[Start of section]

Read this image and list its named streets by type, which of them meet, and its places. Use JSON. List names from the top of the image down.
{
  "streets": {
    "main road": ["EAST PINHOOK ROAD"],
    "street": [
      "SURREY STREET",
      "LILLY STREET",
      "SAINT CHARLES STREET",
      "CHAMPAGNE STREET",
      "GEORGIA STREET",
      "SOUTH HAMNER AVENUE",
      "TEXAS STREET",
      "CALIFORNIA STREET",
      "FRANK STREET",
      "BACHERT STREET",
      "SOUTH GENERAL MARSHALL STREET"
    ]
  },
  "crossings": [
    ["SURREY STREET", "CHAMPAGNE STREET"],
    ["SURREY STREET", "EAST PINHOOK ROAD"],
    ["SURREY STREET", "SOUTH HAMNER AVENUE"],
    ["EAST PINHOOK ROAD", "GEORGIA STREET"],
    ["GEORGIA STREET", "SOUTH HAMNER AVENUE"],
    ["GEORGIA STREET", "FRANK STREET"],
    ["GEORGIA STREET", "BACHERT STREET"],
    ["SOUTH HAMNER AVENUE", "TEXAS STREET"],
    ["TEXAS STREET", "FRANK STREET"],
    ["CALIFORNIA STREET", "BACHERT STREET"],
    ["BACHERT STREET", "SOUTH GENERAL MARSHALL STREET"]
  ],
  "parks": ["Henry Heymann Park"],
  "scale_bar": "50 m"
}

[End of section]

:: WORK REQUEST ::
Going through the records, work out how many lines contain the word "FRANK". Please answer with the number only.

:: WRITTEN SOLUTION ::
3